My last few posts have been about applying machine learning to try to extract geographic objects in LiDAR.  I think now I would like to go in another direction and talk about ways to help us find anything in LiDAR.  There is a lot of information in LiDAR, and sometimes it would be nice to have a computer help us to find areas we need to examine.

In this case I’m not necessarily just talking about machine learning.  Instead, I am discussing algorithms that can examine an image and identify areas that have something “interesting” in them.  Basically, trying to perform object detection without necessarily determining the object’s identity.

For the next few posts, I think I’ll talk about:

I have a GitHub repository where I’ll stick code that I’m using for this series.

Selective Search (OpenCV)

This first post will talk about selective search, in this specific case, selective search from OpenCV.  Selective search is a segmentation technique used to identify potential regions in an image that might contain objects. In the context of object detection, it can help to quickly narrow down areas of interest before running more complex algorithms. It performs:

  1. Segmentation of the Image: The first step in selective search is to segment the image into multiple small segments or regions. This is typically done using a graph-based segmentation method. The idea is to group pixels together that have similar attributes such as color, texture, size, and shape.
  2. Hierarchical Grouping: After the initial segmentation, selective search employs a hierarchical grouping strategy to merge these small regions into larger ones. It uses a variety of measures to decide which regions to merge, such as color similarity, texture similarity, size similarity, and shape compatibility between the regions. This process is repeated iteratively, resulting in a hierarchical grouping of regions from small to large.
  3. Generating Region Proposals: From this hierarchy of regions, selective search generates region proposals. These proposals are essentially bounding boxes of areas that might contain objects.
  4. Selecting Between Speed and Quality: Selective search allows for configuration between different modes that trade off between speed and the quality (or thoroughness) of the region proposals. “Fast” mode, for example, might be useful in cases of real-time segmentation in videos.  “Quality” is used when processing speed is less important than accuracy.

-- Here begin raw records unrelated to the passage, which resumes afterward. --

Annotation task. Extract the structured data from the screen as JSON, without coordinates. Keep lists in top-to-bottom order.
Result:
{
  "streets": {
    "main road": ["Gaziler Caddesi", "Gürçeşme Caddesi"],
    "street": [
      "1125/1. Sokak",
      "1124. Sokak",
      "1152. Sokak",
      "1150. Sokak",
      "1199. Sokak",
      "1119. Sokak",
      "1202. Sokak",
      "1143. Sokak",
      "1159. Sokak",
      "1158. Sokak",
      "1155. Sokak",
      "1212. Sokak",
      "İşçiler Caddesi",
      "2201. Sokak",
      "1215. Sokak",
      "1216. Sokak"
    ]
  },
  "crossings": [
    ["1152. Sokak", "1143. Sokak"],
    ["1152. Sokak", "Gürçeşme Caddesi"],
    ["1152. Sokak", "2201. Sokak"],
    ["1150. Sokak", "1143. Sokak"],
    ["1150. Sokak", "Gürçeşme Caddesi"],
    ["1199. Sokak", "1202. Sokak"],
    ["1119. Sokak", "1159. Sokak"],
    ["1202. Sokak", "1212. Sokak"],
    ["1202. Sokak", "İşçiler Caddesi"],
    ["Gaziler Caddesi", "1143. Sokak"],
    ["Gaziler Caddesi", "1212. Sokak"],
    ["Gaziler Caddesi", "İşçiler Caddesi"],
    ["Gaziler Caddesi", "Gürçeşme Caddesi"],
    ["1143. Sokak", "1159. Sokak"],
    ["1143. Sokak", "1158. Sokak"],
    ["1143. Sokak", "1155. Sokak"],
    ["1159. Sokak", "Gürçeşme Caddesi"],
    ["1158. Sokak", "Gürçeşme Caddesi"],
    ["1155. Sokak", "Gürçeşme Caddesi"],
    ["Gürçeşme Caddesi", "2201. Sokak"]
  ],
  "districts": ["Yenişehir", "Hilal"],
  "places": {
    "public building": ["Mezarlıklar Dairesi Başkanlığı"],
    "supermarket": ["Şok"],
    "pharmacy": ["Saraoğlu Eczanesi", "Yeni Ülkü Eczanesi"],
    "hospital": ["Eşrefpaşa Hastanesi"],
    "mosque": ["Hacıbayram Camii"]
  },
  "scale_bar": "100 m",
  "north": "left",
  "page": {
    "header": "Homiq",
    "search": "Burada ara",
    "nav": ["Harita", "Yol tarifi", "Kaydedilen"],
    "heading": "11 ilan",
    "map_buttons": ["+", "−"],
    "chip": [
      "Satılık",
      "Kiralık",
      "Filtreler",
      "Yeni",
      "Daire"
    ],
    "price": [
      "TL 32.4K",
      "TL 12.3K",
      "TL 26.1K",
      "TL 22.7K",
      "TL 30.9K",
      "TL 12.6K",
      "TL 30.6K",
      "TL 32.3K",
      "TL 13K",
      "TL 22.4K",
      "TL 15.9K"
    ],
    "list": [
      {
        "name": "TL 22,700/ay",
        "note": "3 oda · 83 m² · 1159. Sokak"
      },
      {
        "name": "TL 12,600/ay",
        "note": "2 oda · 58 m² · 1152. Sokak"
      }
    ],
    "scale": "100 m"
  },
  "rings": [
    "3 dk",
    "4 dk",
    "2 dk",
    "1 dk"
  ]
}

Additionally. OpenCV allows you to apply various “strategies” to modify the region merging and proposal process.  These strategies are:

  1. Color Strategy: This strategy uses the similarity in color to merge regions. The color similarity is typically measured using histograms of the regions. Regions with similar colors are more likely to be merged under this strategy. This is useful in images where color is a strong indicator of distinct objects.
  2. Texture Strategy: Texture strategy focuses on the texture of the regions. Textures are usually analyzed using local binary patterns or gradient orientations, and regions with similar texture patterns are merged. This strategy is particularly useful in images where texture provides significant information about the objects, such as in natural scenes.
  3. Size Strategy: The size strategy prioritizes merging smaller regions into bigger ones. The idea is to prevent over-segmentation by reducing the number of very small, likely insignificant regions. This strategy tries to control the sizes of the region proposals, balancing between small regions with no areas of interest to large areas that contain multiple areas of interest.
  4. Fill Strategy: This strategy considers how well a region fits within its bounding box. It merges regions that together can better fill a bounding box, minimizing the amount of empty space. The fill strategy is effective in creating more coherent region proposals, especially for objects that are close to being rectangular or square.

Selective Search in Action

Now let us take a look at how selective search works.  This image is of a local celebrity called Gary the Goose.  To follow along, see the selective_search.py code under the selective_search directory in the above GitHub repository.

Gary the Goose

Now let us see how selective search worked on this image:

Selective search on image with all strategies applied.

For this run, selective search was set to quality mode and had all of the strategies applied to it.  As you can see, it found some areas of interest.  It got some of the geese, a street sign, and part of a truck.  But it did not get everything, including the star of the picture.  Now let us try it again, but without applying any of the strategies (comment out line 95).

Default selective search with no strategies applied.

Here we see it did about the same.  Got closer to the large white goose, but still seems to not have picked up a lot in the image.

Selective Search on LiDAR

Now let us try it on a small LiDAR segment.  Here is the sample of a townhome neighborhood.

Small LiDAR clip in QGIS

And here is the best result I could get after running selective search:

Selective search run against LiDAR

As you can see, it did “ok”.  It identified a few areas, but did not pick up on the houses or the small creeks that run through the neighborhood. 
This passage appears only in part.